LSU rallies again to drop Southern Miss; Tigers one win away from super regionals | LSU


HATTIESBURG, Miss. — Southern Miss coach Scott Berry had seen LSU come back in the eighth inning the night before against Kennesaw State, and as he watched the Tigers celebrate from the home dugout in the ninth inning against his own team Saturday night, he had one prayer.

“You just hope, ‘Man, just hit it to somebody,’ ” Berry said.

The Tigers had won a pregame coin flip, which allowed them to plant their stakes as the home team despite being at the Golden Eagles’ Pete Taylor Park.

And now, in the ninth inning, they were running away with the game, which Southern Miss had a grasp on until the bitter end. The Golden Eagles coach said he trusted his pitchers from him, that they had brought them to this dance. But LSU’s four-run rally ruined the black-tie affair, tying the score in the ninth before racing home with a 7-6 victory in the 10th.

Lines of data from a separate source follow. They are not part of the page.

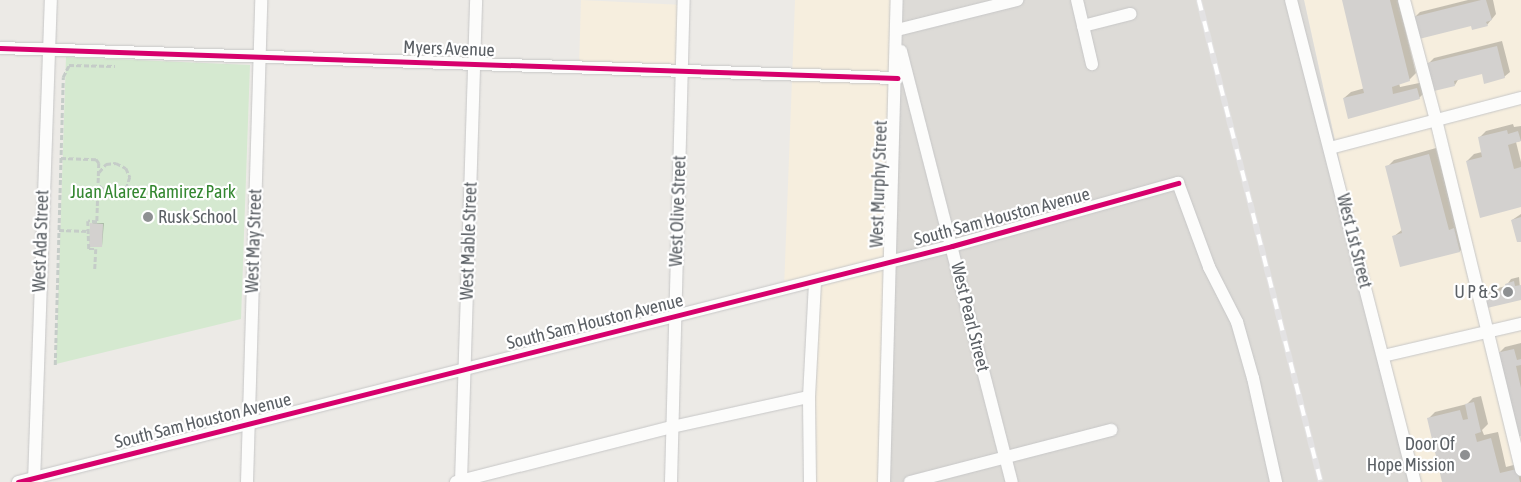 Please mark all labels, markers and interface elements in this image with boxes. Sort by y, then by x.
street label: Myers Avenue [403,37,495,61]
street label: West Murphy Street [866,120,892,248]
street label: West Olive Street [665,155,691,267]
park label: Juan Alarez Ramirez Park [70,181,236,203]
street label: West Mable Street [456,181,482,301]
street label: South Sam Houston Avenue [912,183,1092,251]
street label: West May Street [241,188,267,294]
street label: West Ada Street [28,189,54,293]
street label: West 1st Street [1332,192,1376,290]
place label: Rusk School [158,206,237,228]
marker: Rusk School [142,211,154,223]
street label: West Pearl Street [946,260,994,374]
place label: U P & S [1454,281,1498,303]
marker: U P & S [1502,286,1514,298]
street label: South Sam Houston Avenue [505,290,685,354]
street label: South Sam Houston Avenue [113,389,293,453]
place label: Door Of Hope Mission [1367,434,1455,476]
marker: Door Of Hope Mission [1459,449,1471,461]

Jordan Thompson’s hard ground ball into center field had capped the ninth-inning rally and tied the score, sending the game to extra innings.

In the 10th, Josh Pearson’s bases-loaded chopper bounced high enough for Josh Stevenson to slide home for the victory, touching off a celebration that had players pouring out of the LSU dugout.

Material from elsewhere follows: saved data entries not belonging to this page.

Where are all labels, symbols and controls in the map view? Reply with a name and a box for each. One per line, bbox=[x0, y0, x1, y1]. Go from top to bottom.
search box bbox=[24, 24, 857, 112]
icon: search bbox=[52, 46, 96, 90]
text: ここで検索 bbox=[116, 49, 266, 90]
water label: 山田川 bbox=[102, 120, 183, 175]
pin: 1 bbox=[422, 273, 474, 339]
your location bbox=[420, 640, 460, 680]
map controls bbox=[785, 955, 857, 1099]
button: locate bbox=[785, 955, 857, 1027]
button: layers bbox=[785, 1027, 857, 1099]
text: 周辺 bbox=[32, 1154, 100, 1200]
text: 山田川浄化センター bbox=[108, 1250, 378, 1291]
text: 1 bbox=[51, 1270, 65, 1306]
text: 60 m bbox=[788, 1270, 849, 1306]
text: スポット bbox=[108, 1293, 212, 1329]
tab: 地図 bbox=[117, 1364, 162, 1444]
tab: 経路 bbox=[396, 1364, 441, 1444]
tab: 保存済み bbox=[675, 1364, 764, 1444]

“It’s about competing,” Thompson said. “I look down to the dugout and I see everyone cheering, and I was just trying to come through for my team.”

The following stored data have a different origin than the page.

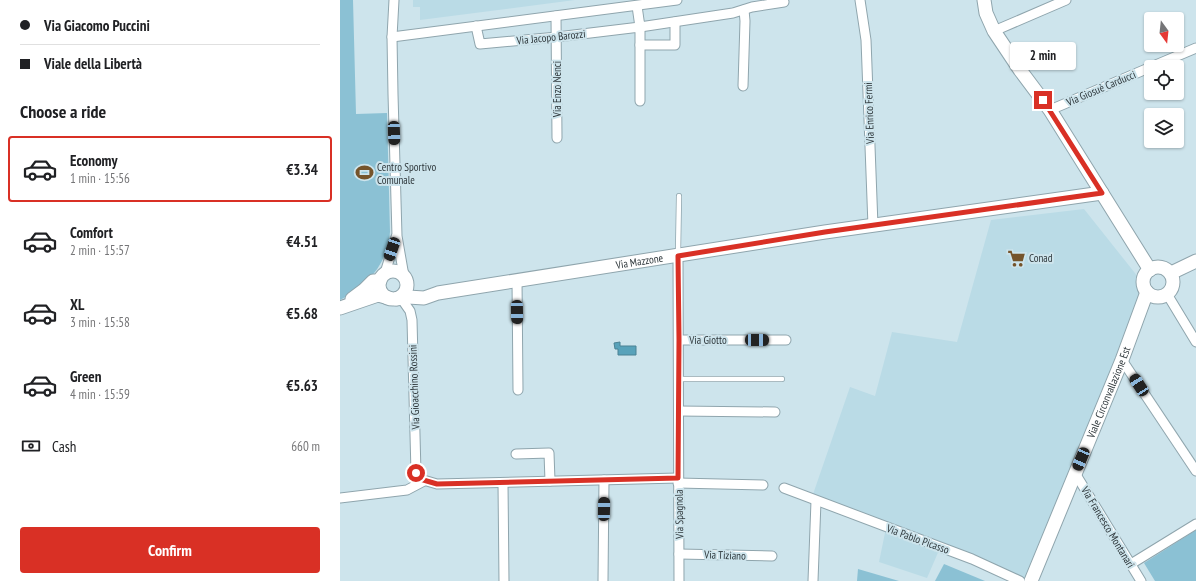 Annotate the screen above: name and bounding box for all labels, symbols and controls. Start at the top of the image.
north arrow [1144,12,1184,52]
map controls [1144,12,1184,148]
text: Via Giacomo Puccini [44,16,150,35]
street label: Via Jacopo Barozzi [515,26,586,48]
callout: 2 min [1010,42,1076,70]
text: 2 min [1030,47,1056,64]
text: Viale della Libertà [44,54,142,73]
button: locate [1144,60,1184,100]
street label: Via Enzo Nenci [550,61,564,118]
street label: Via Giosuè Carducci [1063,67,1138,109]
street label: Via Enrico Fermi [861,82,877,145]
route end [1034,91,1052,109]
text: Choose a ride [20,100,106,123]
button: layers [1144,108,1184,148]
car [388,121,400,145]
icon: car [22,151,58,187]
text: Economy [70,151,118,170]
text: €3.34 [286,160,318,179]
place label: Centro Sportivo Comunale [377,160,436,187]
sports icon: Centro Sportivo Comunale [354,163,374,183]
text: 1 min · 15:56 [70,170,130,187]
icon: car [22,223,58,259]
text: Comfort [70,223,113,242]
text: €4.51 [286,232,318,251]
car [382,236,402,262]
text: 2 min · 15:57 [70,242,130,259]
supermarket icon: Conad [1006,248,1026,268]
street label: Via Mazzone [614,251,665,272]
place label: Conad [1029,251,1053,265]
icon: car [22,295,58,331]
text: XL [70,295,84,314]
car [511,300,523,324]
text: €5.68 [286,304,318,323]
text: 3 min · 15:58 [70,314,130,331]
street label: Via Giotto [688,333,727,347]
car [745,334,769,346]
street label: Via Gioacchino Rossini [406,344,423,431]
street label: Viale Circonvallazione Est [1083,345,1133,441]
icon: car [22,367,58,403]
text: Green [70,367,102,386]
car [1127,372,1151,398]
text: €5.63 [286,376,318,395]
text: 4 min · 15:59 [70,386,130,403]
icon: cash [20,435,42,457]
text: Cash [52,437,76,456]
text: 660 m [291,438,320,455]
car [1071,446,1091,472]
route start [407,464,425,482]
street label: Via Francesco Montanari [1078,483,1138,570]
street label: Via Spagnola [672,489,686,540]
car [598,497,610,521]
street label: Via Pablo Picasso [884,521,951,557]
button: Confirm [20,527,320,573]
street label: Via Tiziano [703,547,746,563]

The unbeaten Tigers are in the championship round. At 6 pm Sunday, they will face the winner between Southern Miss and Kennesaw State, who play an elimination game at 1 pm

The winner of that game must defeat LSU twice — first on Sunday night and then again Monday in an if-necessary game. The champion will advance to the super regionals, where they’ll face the winner of the Coral Gables field.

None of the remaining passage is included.